The successful applicant will undertake research in medical ethics at the University of Oxford. Visiting Scholars will spend four weeks working at the Ethox Centre and Green Templeton College. The scholar will benefit from the supervision and feedback of Ethox research staff and will have access to the libraries and research facilities of the College and the University of Oxford. He or she will also have the opportunity to attend talks and lectures at the College and across the University.
During the visit, the scholar will be expected to give a seminar (in English) on a topic in medical ethics. This seminar will be open to interested members of Green Templeton College and the wider University.
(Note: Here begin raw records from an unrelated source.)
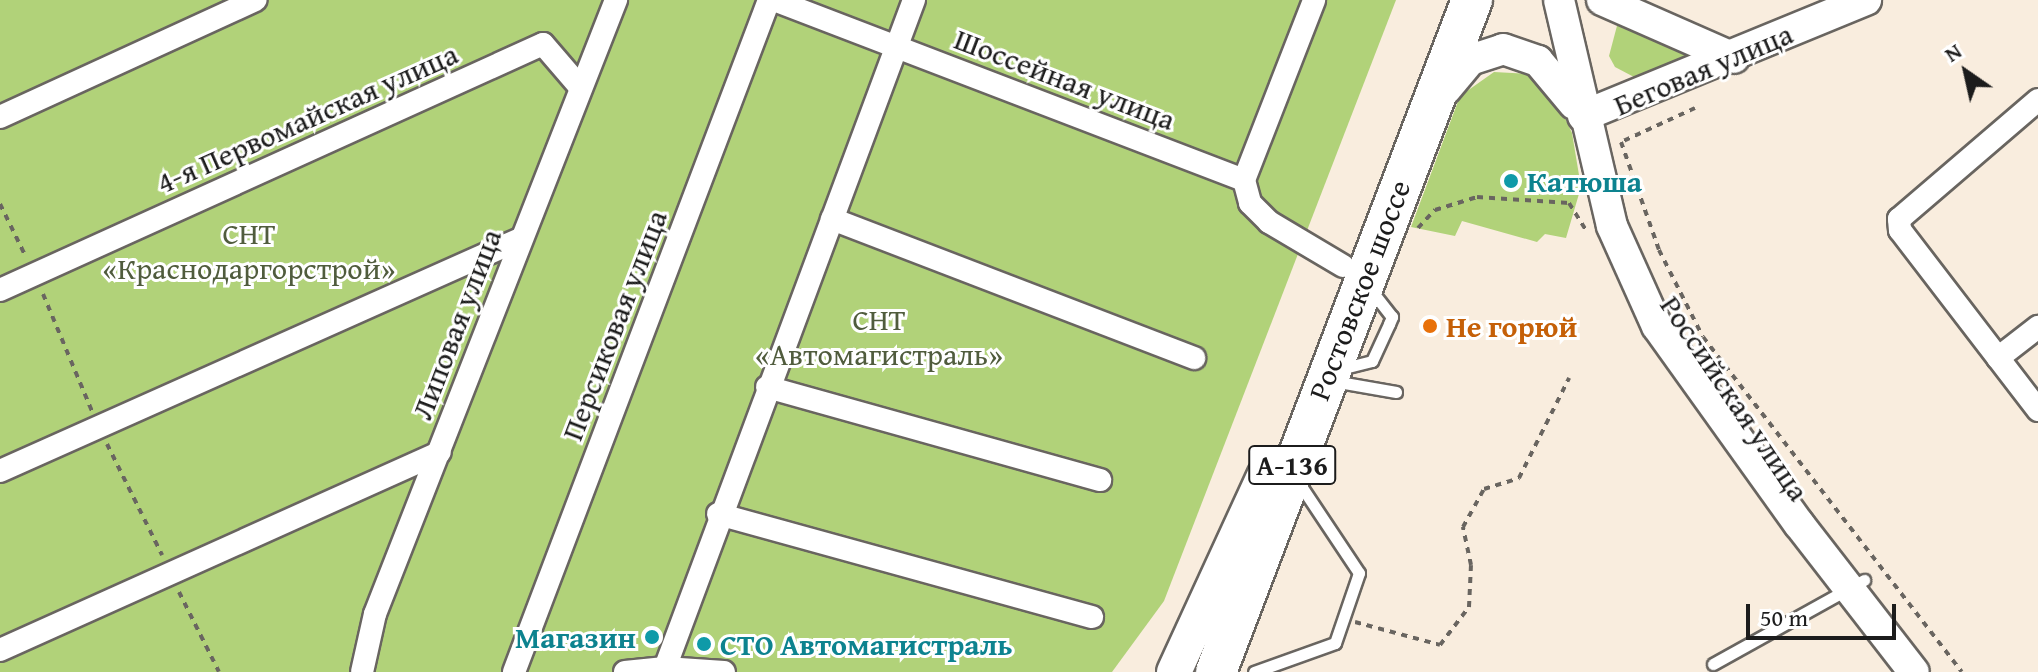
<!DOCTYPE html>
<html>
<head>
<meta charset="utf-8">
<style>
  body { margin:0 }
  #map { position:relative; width:2038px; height:672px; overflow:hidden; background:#f9edde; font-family:"Gentium Book Plus",serif }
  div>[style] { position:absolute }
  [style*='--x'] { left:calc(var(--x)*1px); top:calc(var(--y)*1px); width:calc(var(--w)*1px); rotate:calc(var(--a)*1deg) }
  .green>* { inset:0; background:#b1d279 }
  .path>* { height:4px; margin-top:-2px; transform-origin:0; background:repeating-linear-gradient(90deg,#696560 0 6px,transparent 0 12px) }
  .roads { filter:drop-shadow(2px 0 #696560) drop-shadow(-2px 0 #696560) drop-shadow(0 2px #696560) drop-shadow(0 -2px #696560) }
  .lane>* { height:11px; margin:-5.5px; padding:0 5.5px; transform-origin:5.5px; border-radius:5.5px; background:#fff }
  .street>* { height:22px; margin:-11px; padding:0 11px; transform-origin:11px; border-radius:11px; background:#fff }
  .secondary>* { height:30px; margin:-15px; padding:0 15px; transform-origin:15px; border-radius:15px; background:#fff }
  .primary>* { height:34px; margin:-17px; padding:0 17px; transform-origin:17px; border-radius:17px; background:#fff }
  .highway>* { height:40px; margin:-20px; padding:0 20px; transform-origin:20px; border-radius:20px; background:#fff }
  .dots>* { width:22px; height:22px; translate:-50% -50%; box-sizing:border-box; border:4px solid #fff; border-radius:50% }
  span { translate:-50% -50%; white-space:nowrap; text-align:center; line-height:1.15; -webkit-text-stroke:6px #fff; paint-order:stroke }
  .shield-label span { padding:2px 6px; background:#fff; border:2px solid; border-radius:6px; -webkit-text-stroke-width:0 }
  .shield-label { font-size:28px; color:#1c1c1c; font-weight:700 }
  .street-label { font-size:30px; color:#1c1c1c }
  .culture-label { font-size:30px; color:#0d838f; font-weight:700 }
  .left { translate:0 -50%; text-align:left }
  .right { translate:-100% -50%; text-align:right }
  .park-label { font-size:30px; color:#505c3d }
  .food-label { font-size:30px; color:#c56008; font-weight:700 }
  .north { position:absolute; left:1926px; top:32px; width:80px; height:80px; -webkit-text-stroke:6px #fff; paint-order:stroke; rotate:326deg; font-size:22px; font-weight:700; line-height:32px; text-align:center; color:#1c1c1c }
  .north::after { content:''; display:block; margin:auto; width:28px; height:36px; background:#1c1c1c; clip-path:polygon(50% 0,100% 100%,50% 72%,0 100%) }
  .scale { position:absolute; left:1746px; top:604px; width:150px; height:36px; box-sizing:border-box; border:4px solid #1c1c1c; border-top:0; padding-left:10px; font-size:24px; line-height:28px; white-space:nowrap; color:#1c1c1c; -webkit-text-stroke:6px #fff; paint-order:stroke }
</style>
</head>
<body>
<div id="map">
  <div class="green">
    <i style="clip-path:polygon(0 0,1396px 0,1164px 601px,1112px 672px,0 672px)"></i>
    <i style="clip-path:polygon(1618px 22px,1693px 56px,1634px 77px,1615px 67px,1609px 56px)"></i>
    <i style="clip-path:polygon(1494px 72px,1531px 74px,1560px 107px,1572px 133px,1581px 187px,1566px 238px,1545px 234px,1537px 242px,1462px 221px,1455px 236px,1411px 227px,1460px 96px)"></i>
  </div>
  <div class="path">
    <i style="--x:1695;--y:108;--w:81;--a:155.3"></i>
    <i style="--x:1621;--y:142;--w:114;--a:70.6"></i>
    <i style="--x:1659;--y:250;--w:97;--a:63.2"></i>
    <i style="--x:1703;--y:337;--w:423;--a:52.3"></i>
    <i style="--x:0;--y:204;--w:59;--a:63.9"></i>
    <i style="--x:1418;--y:228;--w:25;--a:-47"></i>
    <i style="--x:1435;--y:210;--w:44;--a:-17.2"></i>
    <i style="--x:1477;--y:197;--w:92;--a:3.7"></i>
    <i style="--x:1569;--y:203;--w:31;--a:58"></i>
    <i style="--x:43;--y:294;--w:127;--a:67.3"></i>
    <i style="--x:107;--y:444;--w:124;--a:63.6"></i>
    <i style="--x:179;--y:592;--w:89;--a:63.4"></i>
    <i style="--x:1355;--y:622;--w:88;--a:15.1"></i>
    <i style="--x:1440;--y:645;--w:48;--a:-52.7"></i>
    <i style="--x:1469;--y:607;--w:42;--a:-87.3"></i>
    <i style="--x:1471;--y:565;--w:39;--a:-102"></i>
    <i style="--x:1463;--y:527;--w:43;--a:-61.1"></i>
    <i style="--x:1484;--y:489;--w:37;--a:-17"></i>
    <i style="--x:1519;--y:478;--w:112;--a:-63.4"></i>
  </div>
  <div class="roads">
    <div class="lane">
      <i style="--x:1340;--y:369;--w:33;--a:-14"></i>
      <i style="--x:1372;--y:361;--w:41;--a:-65.3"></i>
      <i style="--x:1389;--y:324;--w:8;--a:-67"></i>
      <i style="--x:1392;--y:317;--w:34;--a:-128"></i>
      <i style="--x:1333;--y:381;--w:64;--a:9.9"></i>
      <i style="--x:1713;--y:664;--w:173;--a:-29.1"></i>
      <i style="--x:1254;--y:672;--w:86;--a:-19.7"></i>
      <i style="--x:1335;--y:643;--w:74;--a:-71.1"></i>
      <i style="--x:1359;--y:573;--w:112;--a:-123.7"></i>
    </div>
    <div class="street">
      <i style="--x:774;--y:0;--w:503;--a:20.96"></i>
      <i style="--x:2038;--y:100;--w:183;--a:139.4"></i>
      <i style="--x:1899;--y:219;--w:11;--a:85"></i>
      <i style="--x:1900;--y:230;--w:227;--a:52.5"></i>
      <i style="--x:0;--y:117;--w:281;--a:-24.6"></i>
      <i style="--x:1244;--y:180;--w:193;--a:-68.7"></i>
      <i style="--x:1244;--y:180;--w:24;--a:75"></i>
      <i style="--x:1250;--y:203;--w:27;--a:45"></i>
      <i style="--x:1269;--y:222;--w:86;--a:30.7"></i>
      <i style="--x:832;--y:219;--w:388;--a:21"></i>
      <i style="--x:0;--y:290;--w:596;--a:-24.37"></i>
      <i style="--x:543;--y:44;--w:57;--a:49.3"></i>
      <i style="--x:1998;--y:358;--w:51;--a:-37.8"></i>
      <i style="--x:767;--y:387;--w:346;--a:15.6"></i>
      <i style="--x:0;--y:471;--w:569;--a:-24.04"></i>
      <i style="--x:718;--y:514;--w:388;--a:15.4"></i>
      <i style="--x:0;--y:650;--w:482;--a:-24.2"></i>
      <i style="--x:665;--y:668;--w:713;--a:-69.56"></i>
      <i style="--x:362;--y:672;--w:59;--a:-77.4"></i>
      <i style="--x:375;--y:614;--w:660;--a:-68.57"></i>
      <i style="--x:514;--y:672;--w:719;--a:-69.22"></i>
      <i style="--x:625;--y:672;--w:40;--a:-5.7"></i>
      <i style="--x:665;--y:668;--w:59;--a:3.9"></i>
    </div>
    <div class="secondary">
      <i style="--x:1559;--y:0;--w:232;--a:76.8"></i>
      <i style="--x:1612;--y:226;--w:110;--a:65.8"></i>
      <i style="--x:1657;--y:326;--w:244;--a:54.4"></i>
      <i style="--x:1799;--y:524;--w:187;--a:52.2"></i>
      <i style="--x:1602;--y:0;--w:144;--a:23.7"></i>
      <i style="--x:1446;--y:89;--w:38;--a:-50"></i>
      <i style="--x:1470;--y:60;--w:35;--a:-18"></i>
      <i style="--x:1503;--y:49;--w:37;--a:19"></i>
      <i style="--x:1538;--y:61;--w:56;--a:50.1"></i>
      <i style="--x:1583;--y:116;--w:306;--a:-22.3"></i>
    </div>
    <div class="primary">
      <i style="--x:1174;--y:672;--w:216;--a:-65.3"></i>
    </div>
    <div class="highway">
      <i style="--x:1216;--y:672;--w:719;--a:-69.15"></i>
    </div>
  </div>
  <div class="dots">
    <i style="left:1511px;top:181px;background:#0f9aa8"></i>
    <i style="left:1430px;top:326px;background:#e8710a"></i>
    <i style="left:652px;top:637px;background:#0f9aa8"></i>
    <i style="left:704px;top:644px;background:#0f9aa8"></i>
  </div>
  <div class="shield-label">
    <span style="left:1292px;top:465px">А-136</span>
  </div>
  <div class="street-label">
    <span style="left:1703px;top:69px;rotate:-23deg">Беговая улица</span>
    <span style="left:1065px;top:79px;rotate:21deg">Шоссейная улица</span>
    <span style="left:307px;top:118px;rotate:-24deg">4-я Первомайская улица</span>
    <span style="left:1359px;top:290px;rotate:-69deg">Ростовское шоссе</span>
    <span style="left:456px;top:324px;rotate:-69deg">Липовая улица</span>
    <span style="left:614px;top:325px;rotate:-69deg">Персиковая улица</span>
    <span style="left:1735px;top:398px;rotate:56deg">Российская улица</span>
  </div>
  <div class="culture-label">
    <span class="left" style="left:1527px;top:181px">Катюша</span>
    <span class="right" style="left:636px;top:637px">Магазин</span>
    <span class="left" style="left:720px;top:644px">СТО Автомагистраль</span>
  </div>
  <div class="park-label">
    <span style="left:249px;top:250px">СНТ<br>«Краснодаргорстрой»</span>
    <span style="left:879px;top:336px">СНТ<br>«Автомагистраль»</span>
  </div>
  <div class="food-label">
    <span class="left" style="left:1446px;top:326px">Не горюй</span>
  </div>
  <div class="north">N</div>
  <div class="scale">50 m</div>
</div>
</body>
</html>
The scholar will also give a presentation on his or her research at an Ethox Centre research seminar, and write a guest blog post for the Ethox blog.
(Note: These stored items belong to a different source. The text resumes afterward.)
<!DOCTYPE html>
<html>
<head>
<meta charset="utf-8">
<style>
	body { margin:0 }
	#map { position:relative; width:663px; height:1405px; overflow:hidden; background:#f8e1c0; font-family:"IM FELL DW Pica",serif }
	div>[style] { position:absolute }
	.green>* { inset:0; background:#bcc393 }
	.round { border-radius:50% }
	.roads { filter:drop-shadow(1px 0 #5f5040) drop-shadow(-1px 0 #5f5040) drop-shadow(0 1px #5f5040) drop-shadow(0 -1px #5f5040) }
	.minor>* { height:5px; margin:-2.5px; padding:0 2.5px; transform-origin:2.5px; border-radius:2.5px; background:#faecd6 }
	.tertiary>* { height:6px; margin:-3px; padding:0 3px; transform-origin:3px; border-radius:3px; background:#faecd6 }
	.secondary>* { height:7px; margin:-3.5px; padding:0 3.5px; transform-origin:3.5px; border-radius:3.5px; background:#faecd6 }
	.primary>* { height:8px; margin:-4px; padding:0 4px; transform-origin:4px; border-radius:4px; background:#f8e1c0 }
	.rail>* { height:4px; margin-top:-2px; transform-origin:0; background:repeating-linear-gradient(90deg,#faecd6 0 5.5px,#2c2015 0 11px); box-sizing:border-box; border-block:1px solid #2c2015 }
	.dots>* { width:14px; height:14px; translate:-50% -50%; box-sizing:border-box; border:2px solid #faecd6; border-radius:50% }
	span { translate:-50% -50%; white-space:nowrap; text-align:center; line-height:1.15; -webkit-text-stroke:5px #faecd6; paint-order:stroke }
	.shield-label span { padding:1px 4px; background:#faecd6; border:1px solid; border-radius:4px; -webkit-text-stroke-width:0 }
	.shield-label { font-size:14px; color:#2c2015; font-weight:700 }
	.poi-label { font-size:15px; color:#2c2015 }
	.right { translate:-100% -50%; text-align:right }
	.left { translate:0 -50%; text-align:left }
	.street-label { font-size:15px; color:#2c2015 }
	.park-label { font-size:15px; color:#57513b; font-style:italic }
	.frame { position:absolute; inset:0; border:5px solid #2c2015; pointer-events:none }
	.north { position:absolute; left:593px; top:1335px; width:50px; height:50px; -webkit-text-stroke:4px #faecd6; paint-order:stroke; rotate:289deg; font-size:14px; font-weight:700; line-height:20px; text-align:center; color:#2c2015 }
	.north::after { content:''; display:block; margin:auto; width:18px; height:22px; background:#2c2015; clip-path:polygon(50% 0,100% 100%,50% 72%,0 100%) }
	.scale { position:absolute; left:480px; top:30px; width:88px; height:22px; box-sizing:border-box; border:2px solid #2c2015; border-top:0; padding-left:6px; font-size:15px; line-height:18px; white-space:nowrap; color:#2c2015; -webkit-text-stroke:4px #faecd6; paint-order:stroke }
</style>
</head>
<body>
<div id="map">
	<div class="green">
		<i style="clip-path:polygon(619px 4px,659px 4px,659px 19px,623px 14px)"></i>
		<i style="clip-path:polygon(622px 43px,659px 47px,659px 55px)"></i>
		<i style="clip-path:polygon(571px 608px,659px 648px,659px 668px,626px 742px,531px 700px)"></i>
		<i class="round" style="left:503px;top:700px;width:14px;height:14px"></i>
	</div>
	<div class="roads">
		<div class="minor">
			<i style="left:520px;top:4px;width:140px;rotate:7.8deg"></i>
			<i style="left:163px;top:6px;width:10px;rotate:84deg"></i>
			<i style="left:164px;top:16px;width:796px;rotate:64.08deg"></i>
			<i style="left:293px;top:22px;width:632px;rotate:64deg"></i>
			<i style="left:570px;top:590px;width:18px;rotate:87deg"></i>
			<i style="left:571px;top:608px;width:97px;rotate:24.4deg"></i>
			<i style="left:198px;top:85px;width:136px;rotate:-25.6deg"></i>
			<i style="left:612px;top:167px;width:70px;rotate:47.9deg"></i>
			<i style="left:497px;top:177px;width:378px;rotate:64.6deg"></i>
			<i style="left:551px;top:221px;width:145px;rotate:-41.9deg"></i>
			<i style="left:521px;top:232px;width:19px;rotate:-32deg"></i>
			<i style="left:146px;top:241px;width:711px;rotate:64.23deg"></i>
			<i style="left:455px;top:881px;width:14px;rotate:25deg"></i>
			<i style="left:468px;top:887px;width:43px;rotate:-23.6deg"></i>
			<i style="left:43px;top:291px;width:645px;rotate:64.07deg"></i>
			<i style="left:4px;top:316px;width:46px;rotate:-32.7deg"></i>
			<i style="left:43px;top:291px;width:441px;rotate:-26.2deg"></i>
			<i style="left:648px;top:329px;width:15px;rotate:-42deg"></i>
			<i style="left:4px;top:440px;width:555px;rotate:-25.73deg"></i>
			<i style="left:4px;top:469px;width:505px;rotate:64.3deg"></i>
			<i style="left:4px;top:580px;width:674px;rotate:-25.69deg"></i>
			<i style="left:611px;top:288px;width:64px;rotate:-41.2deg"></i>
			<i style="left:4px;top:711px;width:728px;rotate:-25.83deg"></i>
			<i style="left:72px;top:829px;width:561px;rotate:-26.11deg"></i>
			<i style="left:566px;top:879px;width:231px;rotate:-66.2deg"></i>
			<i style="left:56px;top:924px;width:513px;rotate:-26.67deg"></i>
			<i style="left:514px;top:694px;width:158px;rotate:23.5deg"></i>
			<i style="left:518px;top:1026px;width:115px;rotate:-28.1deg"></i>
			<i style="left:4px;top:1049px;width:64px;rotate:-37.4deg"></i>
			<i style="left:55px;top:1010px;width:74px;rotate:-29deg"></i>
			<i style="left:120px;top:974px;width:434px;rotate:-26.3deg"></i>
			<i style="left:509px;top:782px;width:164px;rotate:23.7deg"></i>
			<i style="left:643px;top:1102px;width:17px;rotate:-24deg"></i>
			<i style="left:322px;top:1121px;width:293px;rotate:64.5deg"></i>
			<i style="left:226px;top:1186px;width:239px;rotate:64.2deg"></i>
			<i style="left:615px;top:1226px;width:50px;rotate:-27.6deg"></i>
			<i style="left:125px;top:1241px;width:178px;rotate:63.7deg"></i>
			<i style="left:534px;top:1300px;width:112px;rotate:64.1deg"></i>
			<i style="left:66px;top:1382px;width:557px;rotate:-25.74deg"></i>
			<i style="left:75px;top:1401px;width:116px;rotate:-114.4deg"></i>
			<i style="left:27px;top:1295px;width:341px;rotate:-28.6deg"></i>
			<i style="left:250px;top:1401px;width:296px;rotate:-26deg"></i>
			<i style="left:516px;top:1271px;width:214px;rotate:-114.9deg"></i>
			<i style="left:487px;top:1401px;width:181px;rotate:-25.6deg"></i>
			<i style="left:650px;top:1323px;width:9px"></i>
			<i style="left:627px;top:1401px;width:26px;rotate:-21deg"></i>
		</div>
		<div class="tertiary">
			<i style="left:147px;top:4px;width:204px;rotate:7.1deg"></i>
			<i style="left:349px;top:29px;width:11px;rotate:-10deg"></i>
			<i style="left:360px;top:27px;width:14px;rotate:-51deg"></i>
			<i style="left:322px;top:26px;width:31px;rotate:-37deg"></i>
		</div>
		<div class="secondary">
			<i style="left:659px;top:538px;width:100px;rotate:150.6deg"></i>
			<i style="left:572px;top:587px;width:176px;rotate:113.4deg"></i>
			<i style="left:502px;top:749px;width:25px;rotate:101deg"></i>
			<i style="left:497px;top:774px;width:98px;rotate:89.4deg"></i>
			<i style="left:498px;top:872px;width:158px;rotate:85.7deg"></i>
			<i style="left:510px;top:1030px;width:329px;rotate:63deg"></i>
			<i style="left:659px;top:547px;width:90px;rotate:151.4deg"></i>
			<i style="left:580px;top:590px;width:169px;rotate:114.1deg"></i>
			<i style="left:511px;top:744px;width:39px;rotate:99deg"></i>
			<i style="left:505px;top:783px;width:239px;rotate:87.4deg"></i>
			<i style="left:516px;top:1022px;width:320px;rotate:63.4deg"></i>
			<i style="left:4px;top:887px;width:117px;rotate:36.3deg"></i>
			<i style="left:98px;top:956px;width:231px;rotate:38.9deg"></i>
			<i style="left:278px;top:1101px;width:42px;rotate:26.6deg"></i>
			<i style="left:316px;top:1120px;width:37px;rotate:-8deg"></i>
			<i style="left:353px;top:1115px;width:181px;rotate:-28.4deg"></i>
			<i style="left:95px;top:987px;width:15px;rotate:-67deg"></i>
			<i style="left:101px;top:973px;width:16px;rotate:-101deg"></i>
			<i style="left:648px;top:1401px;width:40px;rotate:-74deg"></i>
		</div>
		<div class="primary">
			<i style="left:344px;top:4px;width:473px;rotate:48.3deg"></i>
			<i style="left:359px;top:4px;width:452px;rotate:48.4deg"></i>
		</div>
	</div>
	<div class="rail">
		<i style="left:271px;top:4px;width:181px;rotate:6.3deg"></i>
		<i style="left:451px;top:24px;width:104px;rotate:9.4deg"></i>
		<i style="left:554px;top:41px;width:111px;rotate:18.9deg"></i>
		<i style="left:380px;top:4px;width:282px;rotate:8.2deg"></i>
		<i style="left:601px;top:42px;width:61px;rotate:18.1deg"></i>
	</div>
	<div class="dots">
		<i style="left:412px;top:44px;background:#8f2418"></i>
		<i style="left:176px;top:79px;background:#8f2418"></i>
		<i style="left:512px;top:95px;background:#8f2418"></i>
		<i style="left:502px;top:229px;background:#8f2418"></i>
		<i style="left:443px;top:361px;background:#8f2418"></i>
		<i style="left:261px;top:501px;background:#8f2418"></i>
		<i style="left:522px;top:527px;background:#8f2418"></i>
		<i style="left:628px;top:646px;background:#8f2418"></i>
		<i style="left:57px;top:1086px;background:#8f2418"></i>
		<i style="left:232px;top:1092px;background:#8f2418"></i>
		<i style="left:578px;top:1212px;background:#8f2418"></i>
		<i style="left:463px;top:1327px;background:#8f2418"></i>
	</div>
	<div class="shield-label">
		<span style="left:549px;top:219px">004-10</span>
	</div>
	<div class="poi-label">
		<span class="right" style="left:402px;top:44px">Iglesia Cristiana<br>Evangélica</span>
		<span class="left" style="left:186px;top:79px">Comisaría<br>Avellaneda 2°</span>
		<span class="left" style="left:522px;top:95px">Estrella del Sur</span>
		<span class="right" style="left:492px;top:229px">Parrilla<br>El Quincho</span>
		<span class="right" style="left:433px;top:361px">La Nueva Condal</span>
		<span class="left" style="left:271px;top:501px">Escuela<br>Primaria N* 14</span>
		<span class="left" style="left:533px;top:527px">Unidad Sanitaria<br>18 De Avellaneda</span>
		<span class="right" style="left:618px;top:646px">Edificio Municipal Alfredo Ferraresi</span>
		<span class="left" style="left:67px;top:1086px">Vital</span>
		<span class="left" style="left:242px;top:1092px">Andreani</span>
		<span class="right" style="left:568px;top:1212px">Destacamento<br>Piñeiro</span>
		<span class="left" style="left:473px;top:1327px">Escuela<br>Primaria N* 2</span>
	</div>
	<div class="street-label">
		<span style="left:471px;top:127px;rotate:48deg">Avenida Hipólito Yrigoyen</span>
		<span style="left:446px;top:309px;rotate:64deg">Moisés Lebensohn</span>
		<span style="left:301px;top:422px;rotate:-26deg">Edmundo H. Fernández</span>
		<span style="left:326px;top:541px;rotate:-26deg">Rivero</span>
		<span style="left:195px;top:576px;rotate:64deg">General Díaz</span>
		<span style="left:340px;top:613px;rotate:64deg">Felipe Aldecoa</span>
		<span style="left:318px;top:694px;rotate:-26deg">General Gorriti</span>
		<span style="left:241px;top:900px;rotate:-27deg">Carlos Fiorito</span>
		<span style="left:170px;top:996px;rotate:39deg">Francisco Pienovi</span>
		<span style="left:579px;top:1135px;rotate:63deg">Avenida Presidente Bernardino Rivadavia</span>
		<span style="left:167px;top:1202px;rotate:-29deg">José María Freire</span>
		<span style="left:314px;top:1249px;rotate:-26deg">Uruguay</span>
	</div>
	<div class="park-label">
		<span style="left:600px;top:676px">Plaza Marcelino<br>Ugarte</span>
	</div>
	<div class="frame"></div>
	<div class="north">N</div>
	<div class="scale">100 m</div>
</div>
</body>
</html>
The Scholar will be offered four weeks' free accommodation at Green Templeton College, and a stipend of £1000 which is intended to assist with travel and other costs relating to the visit.
Find out more about our previous Andrew Markus scholars.
How to Apply
To apply for this scholarship please submit the following:
- 500-word statement summarising their research interests and what they hope to achieve during their visit
- 2 page CV, including the names of two referees.
The application should be sent via email to the following address: firstname.lastname@example.org.
The Andrew Markus Visiting Scholarship Scheme is Directed by Dr Angeliki Kerasidou.
The deadline for proposals for the year 2018 - 2019 is 23 April 2018.
Who Was Andrew Markus
Dr Andrew Charles Markus (1930-2012) was born in Budapest and migrated with his family to Derbyshire when he was 9 years old. He was educated at Manchester Grammar School and won a scholarship to study physiological sciences at University College, Oxford. He went on to study clinical medicine at University College Hospital in London. After National Service in the Royal Air Force he and his wife joined the primary care practice at Thame of which he became Senior Partner. He played a major role in developing the practice to become a leading community health centre. When the University of Oxford established a Department of General Practice, Andrew became University Tutor and a founding Fellow of Green (later Green Templeton) College.
He was the chairman of the examiners for the oral part of the examination for Membership of the Royal College of General Practitioners. In 1994 he was honoured by the Delancy and De La Hunty Foundation - essentially being judged the best family practitioner in the country. With Colin Murray Parkes he wrote Psychological Problems in General Practice for the Oxford University Press series General Practice and was co-editor of Coping with Loss. Andrew was much loved by his students and colleagues. He was an excellent teacher, and a dedicated mentor to many. Students quickly, and lastingly, became friends. He had a gift for relating theory to clinical practice and for identifying the ethical issues lurking, often unexamined, behind clinical decisions. He was a regular contributor to the Oxford-Mount Sinai (New York) annual consortium in medical ethics.
Andrew died in 2012 at the age of 81 years. His wife, Pat, their five children and 14 grandchildren survive him.